Two other things I love creating from t-shirt yarn that aren’t mentioned above are hair scrunchies and bath scrubbies. A bit of t-shirt yarn crocheted around an existing hair tie gives a fun look to otherwise plain accessories and because the texture is so soft, I don’t have to worry my hair getting tangled like it does with other elastic bands. A couple of years ago I made some bath scrubbies and gave them away as Christmas gifts. They were a huge hit! And they are so easy to make that I’m including the pattern here.
T-SHIRT YARN BATH SCRUBBY
- at least 180 yards of t-shirt yarn
- crochet hook (size K or N works great)
- Round 1: Ch 6, and connect, making a circle (like starting a granny square)
- Round 2: 18 dc in circle
- Round 3: 6 dc in each dc around
- Round 4: Repeat round 3 until the size is what you want, or until you are out of yarn. But watch out – you can wind up with a REALLY large bath scrubby!
- Handle: Make a chain that is twice the length you’d like for your handle, and connect both ends to the middle of your scrubby
And there you have it! It really is as easy as it sounds. The best part is, when it becomes clogged with soap scum and dead skin and whatever else usually destroys store-bought bath accessories, toss it in the washing machine with a load of towels and it comes out just as clean as when it was first created.

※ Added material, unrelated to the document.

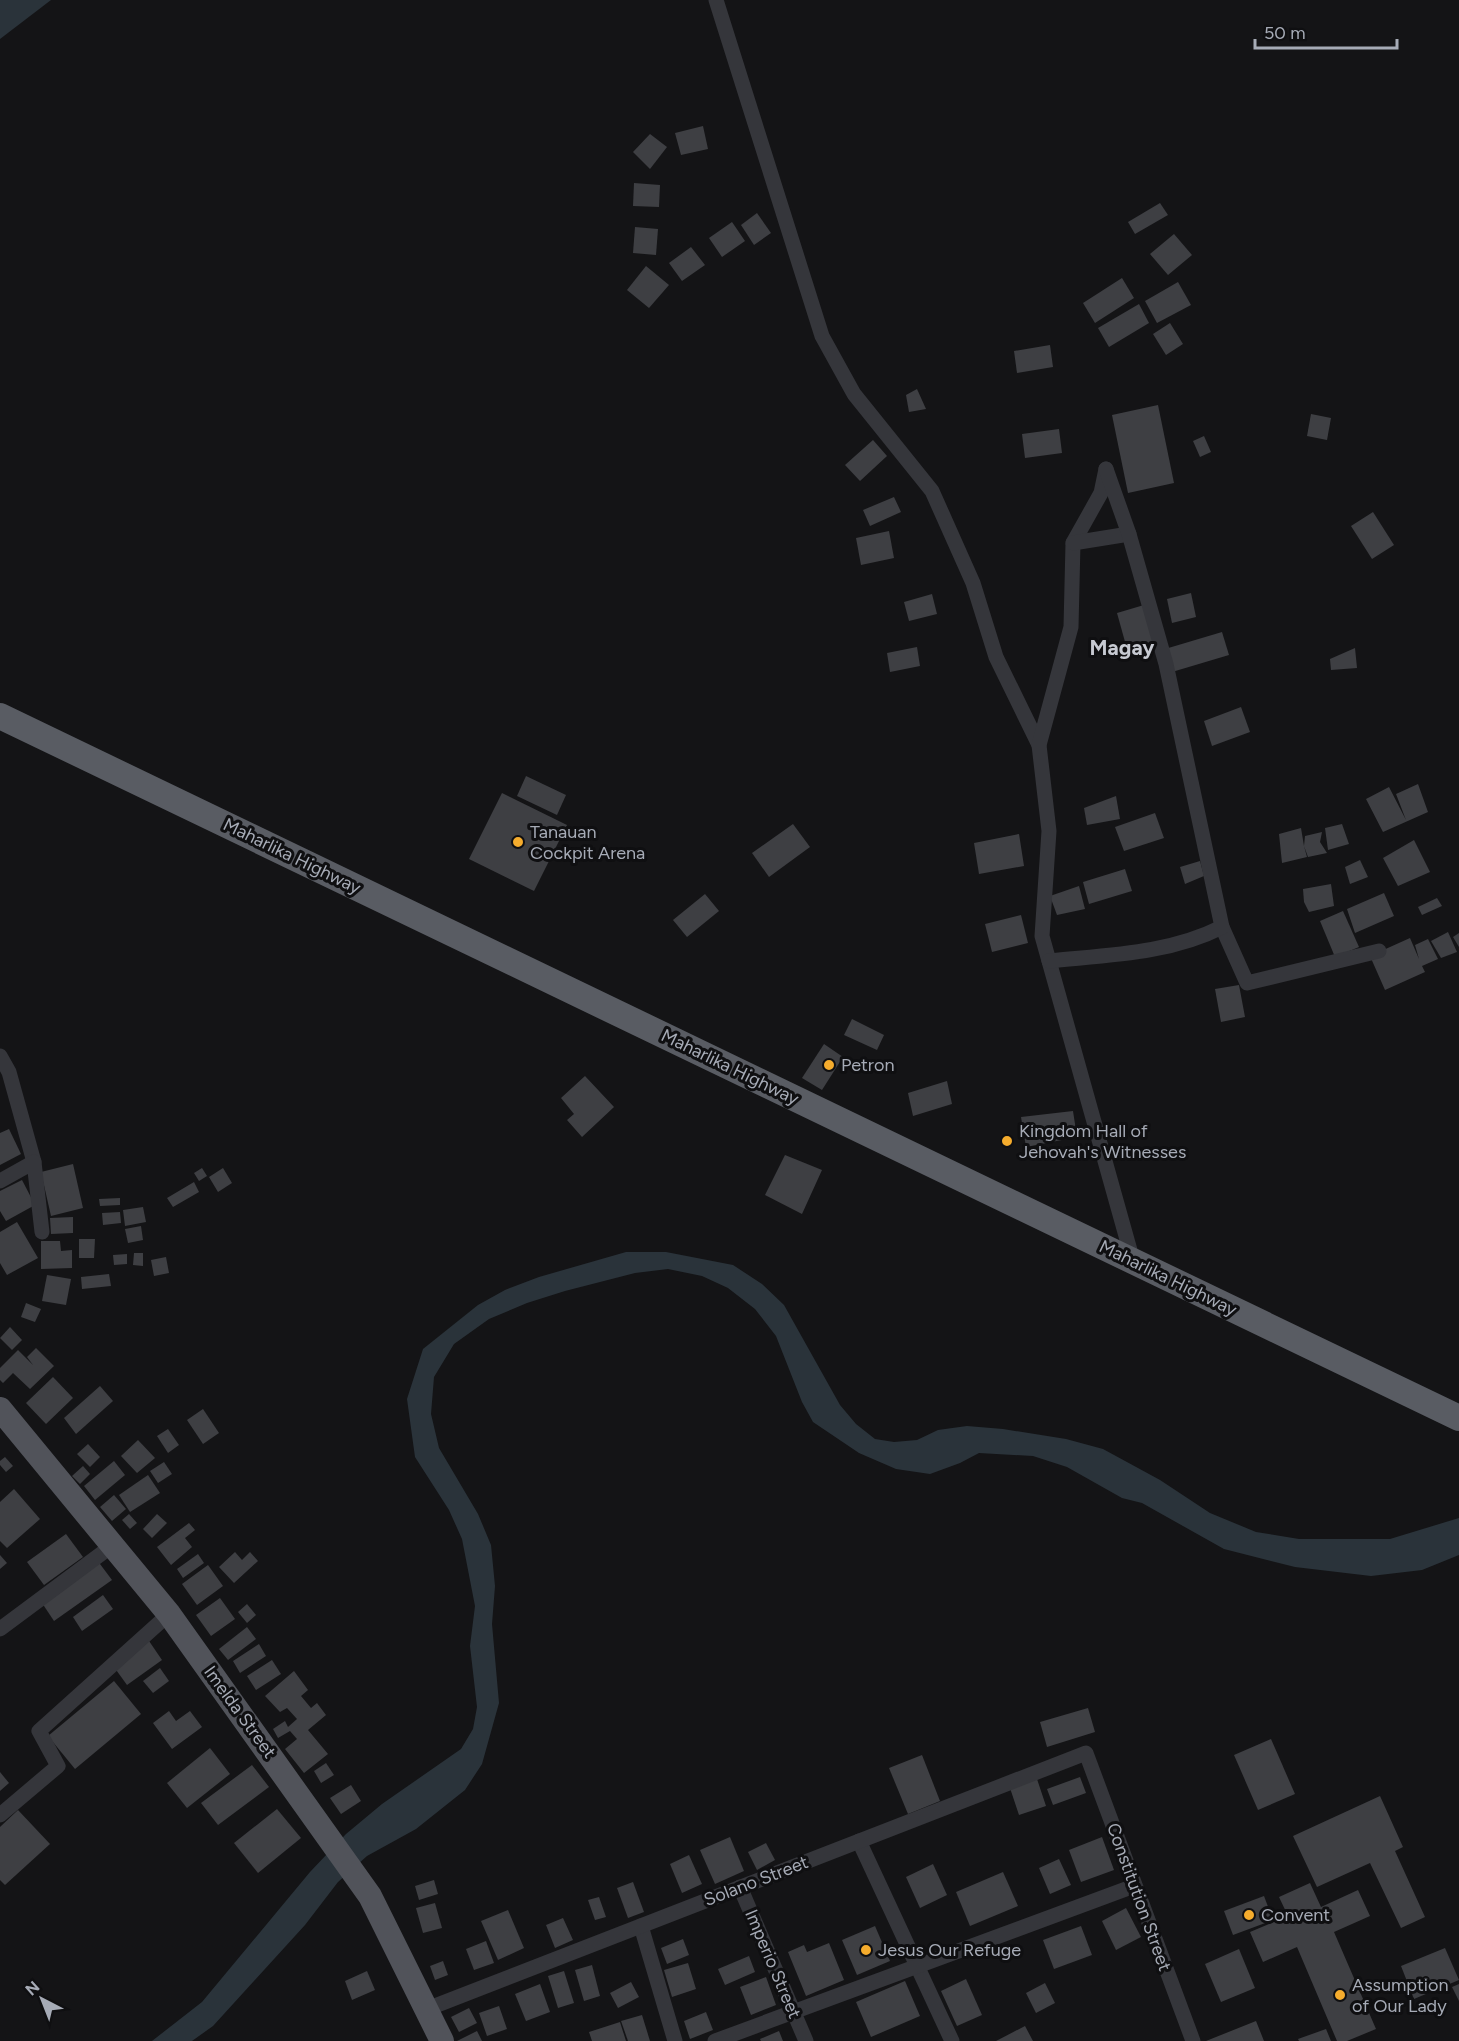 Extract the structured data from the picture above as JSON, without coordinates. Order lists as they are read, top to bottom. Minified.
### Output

After I was first introduced to the concept of t-shirt yarn, how easy it was to create surprised me. In addition to my rag-bag of old shirts, friends and family have begun saving their old t-shirts for me to cut up and turn into yarn. My husband is happy because with all this fiber on hand, I make fewer trips to my favorite craft store. Not to mention, all the pulling and stretching gives my arms a great workout. Why not grab an old t-shirt and try making some yarn of your own? If you don’t knit or crochet, and have no interest in taking up either hobby, present it to someone who does. I’ve never known a knitter to turn down free yarn!